___ TASK INPUT
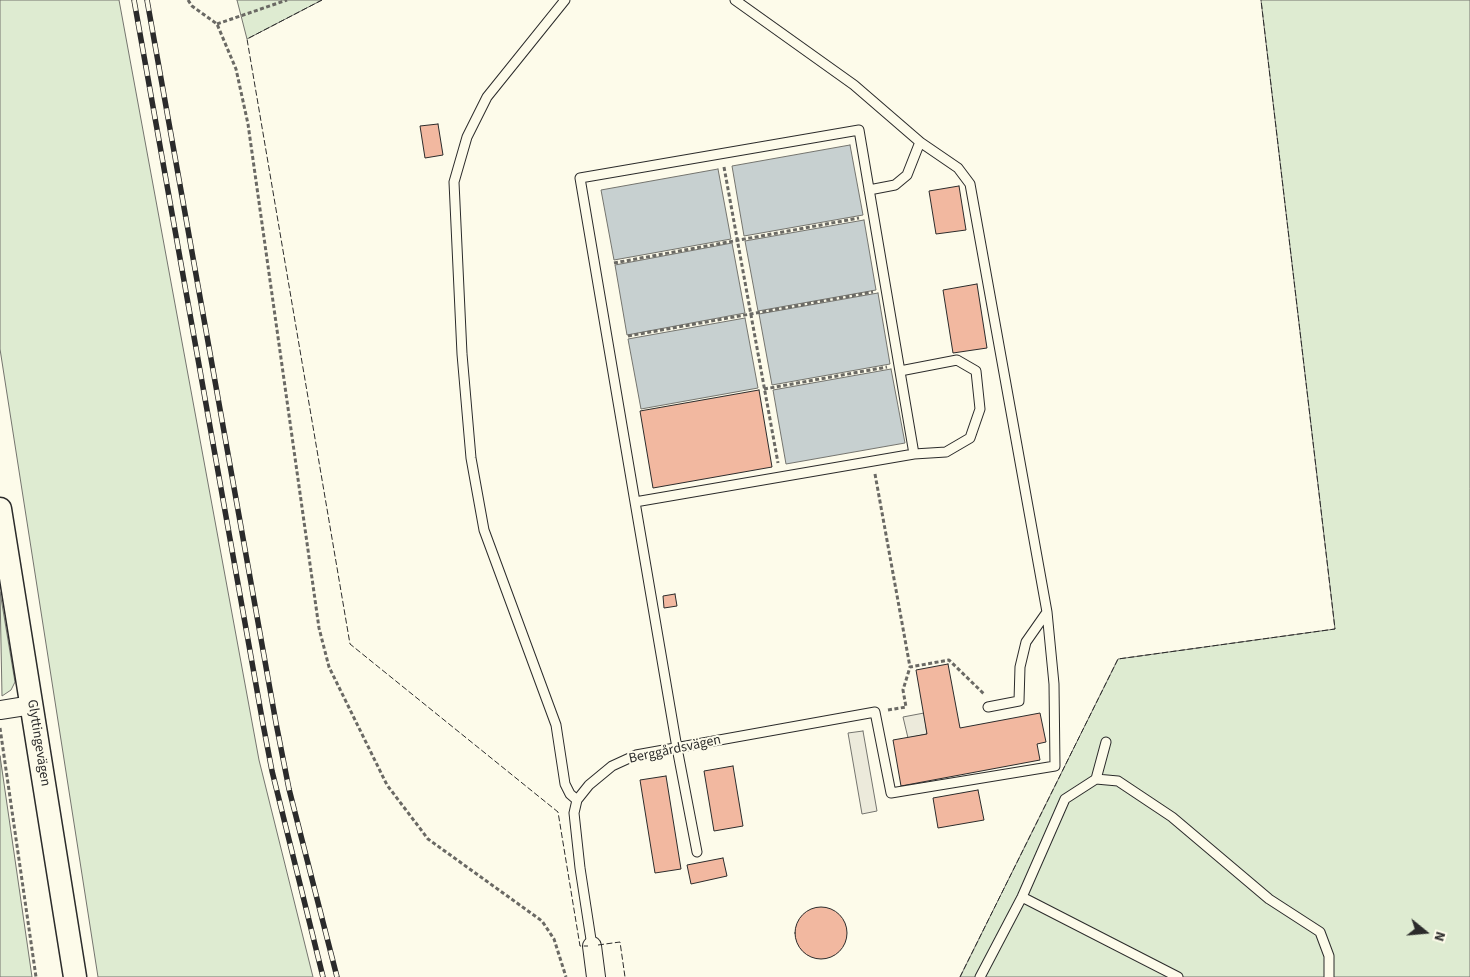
<!DOCTYPE html>
<html>
<head>
<meta charset="utf-8">
<style>
  body { margin:0 }
  #map { position:relative; width:1470px; height:977px; overflow:hidden; background:#fdfbea; font-family:"Source Sans 3",sans-serif }
  canvas { display:block }
  .north { position:absolute; left:1400px; top:907px; width:50px; height:50px; -webkit-text-stroke:4px #fdfbea; paint-order:stroke; rotate:107deg; font-size:14px; font-weight:700; line-height:20px; text-align:center; color:#2b2b2b }
  .north::after { content:''; display:block; margin:auto; width:18px; height:22px; background:#2b2b2b; clip-path:polygon(50% 0,100% 100%,50% 72%,0 100%) }
</style>
</head>
<body>
<div id="map">
<canvas width="1470" height="977"></canvas>
<div class="north">N</div>
</div>
<script>
const ctx = document.querySelector('canvas').getContext('2d');
ctx.lineJoin = 'round';
function paint(path, color) { ctx.fillStyle = color; ctx.fill(path, 'evenodd'); }
const poly = rows => new Path2D(rows.map(r => 'M' + r).join(''));
function trace(path, color, width, dash) { ctx.strokeStyle = color; ctx.lineWidth = width; ctx.lineCap = dash ? 'butt' : 'round'; ctx.setLineDash(dash || []); ctx.stroke(path); }
function label(font, color, halo, rows, align = 'center') {
  ctx.font = font + ' "Source Sans 3",sans-serif'; ctx.lineWidth = 4; ctx.setLineDash([]); ctx.textBaseline = 'middle'; ctx.strokeStyle = halo; ctx.fillStyle = color; for (const [text, x, y, turn = 0] of rows) {
    ctx.save(); ctx.translate(x, y); ctx.rotate((+turn || 0) * Math.PI / 180); ctx.textAlign = isNaN(turn) ? turn : align; if (halo) ctx.strokeText(text, 0, 0); ctx.fillText(text, 0, 0); ctx.restore();
  }
}
const green = poly([
  [0,0,119,0,259,760,313,977,98,977,0,349,0,0],
  [237,0,322,0,247,39,237,0],
  [1261,0,1470,0,1470,977,960,977,1118,659,1335,629,1261,0],
  [0,592,15,682,11,690,2,696,0,592],
  [0,756,32,977,0,977,0,756]
]);
paint(green, '#deebd1');
trace(green, '#74746e', 1);
const parking = poly([
  [924,713,927,734,908,738,903,717,924,713],
  [863,731,877,811,862,814,848,733,863,731]
]);
paint(parking, '#eceadb');
trace(parking, '#74746e', 1);
const water = poly([
  [850,145,863,215,744,236,732,166,850,145],
  [718,169,731,239,614,260,601,190,718,169],
  [864,220,876,290,758,311,745,241,864,220],
  [732,243,745,313,627,335,615,265,732,243],
  [878,293,890,364,772,385,759,314,878,293],
  [745,318,758,388,641,409,628,339,745,318],
  [891,369,905,443,786,464,773,390,891,369]
]);
paint(water, '#c7d0d0');
trace(water, '#74746e', 1);
const building = poly([
  [438,124,443,155,425,158,420,126,438,124],
  [959,186,966,230,936,234,929,191,959,186],
  [977,284,987,348,953,353,943,290,977,284],
  [759,390,772,467,653,488,640,411,759,390],
  [675,594,677,606,664,608,663,596,675,594],
  [948,664,960,728,1040,713,1046,742,1037,744,1040,760,901,786,893,740,927,734,916,670,948,664],
  [733,766,743,826,714,831,704,771,733,766],
  [666,776,681,869,655,873,640,780,666,776],
  [978,790,984,820,938,828,933,798,978,790],
  [723,858,727,876,691,884,687,865,723,858],
  '795 933a26 26 0 1 1 52 0a26 26 0 1 1-52 0Z'
]);
paint(building, '#f2b8a0');
trace(building, '#2b2b2b', 1);
const service = poly([
  [565,0,487,97,467,137,454,182,462,354,471,458,484,530,556,725,565,784,570,794,577,800],
  [735,0,854,85,920,142,907,175,895,185,869,190],
  [900,371,957,360,976,371,980,409,970,438,946,452,914,454],
  [635,502,914,454,859,130,580,178,635,502,677,748,697,852],
  [988,707,1019,701,1020,667,1026,642,1047,612],
  [1096,779,1106,742],
  [1022,897,1178,977],
  [592,946,580,868,574,813,577,800,589,785,612,766,636,755,875,712,891,793,1055,766,1054,684,1047,612,970,184,958,168,920,142],
  [980,977,1022,897,1065,799,1096,779,1118,781,1172,817,1269,899,1320,932,1329,956,1329,977]
]);
const minor = poly([
  [0,710,32,705],
  [592,946,596,977]
]);
const tertiary = poly([
  [0,509,75,977]
]);
trace(service, '#2b2b2b', 11);
trace(minor, '#2b2b2b', 20);
trace(tertiary, '#2b2b2b', 25);
trace(poly([
  [188,0,192,6,217,24,236,69,248,124,319,628,329,667,387,785,428,839,542,921,554,939,566,977],
  [217,24,287,0],
  [724,167,778,463],
  [614,263,859,218],
  [628,336,873,292],
  [764,389,887,367],
  [875,474,910,667],
  [888,710,906,707,903,690,910,667,949,660,984,694],
  [0,728,36,977]
]), '#6a6964', 3, [4, 2.5]);
trace(service, '#fdfbea', 9);
trace(minor, '#fdfbea', 18);
trace(tertiary, '#fdfbea', 22);
const rail = poly([
  [134,0,263,724,272,771,323,977],
  [147,0,276,723,289,789,337,977]
]);
trace(rail, '#2b2b2b', 5.5);
trace(rail, '#fdfbea', 4, [11]);
trace(poly([
  [322,0,247,39,350,644,558,812,580,946,588,946],
  [598,945,620,942,625,977],
  [960,977,1118,659,1335,629,1261,0]
]), '#2b2b2b', 1, [6, 2.5]);
label('14px', '#2b2b2b', '#fdfbea', [
  ["Glyttingevägen",38,743,81],
  ["Berggårdsvägen",675,750,-12]
]);
</script>
</body>
</html>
______
DESCRIPTION OF THE TASK: Each line above that contains "display" must be copied out.

EXPECTED ANSWER:
  canvas { display:block }
  .north::after { content:''; display:block; margin:auto; width:18px; height:22px; background:#2b2b2b; clip-path:polygon(50% 0,100% 100%,50% 72%,0 100%) }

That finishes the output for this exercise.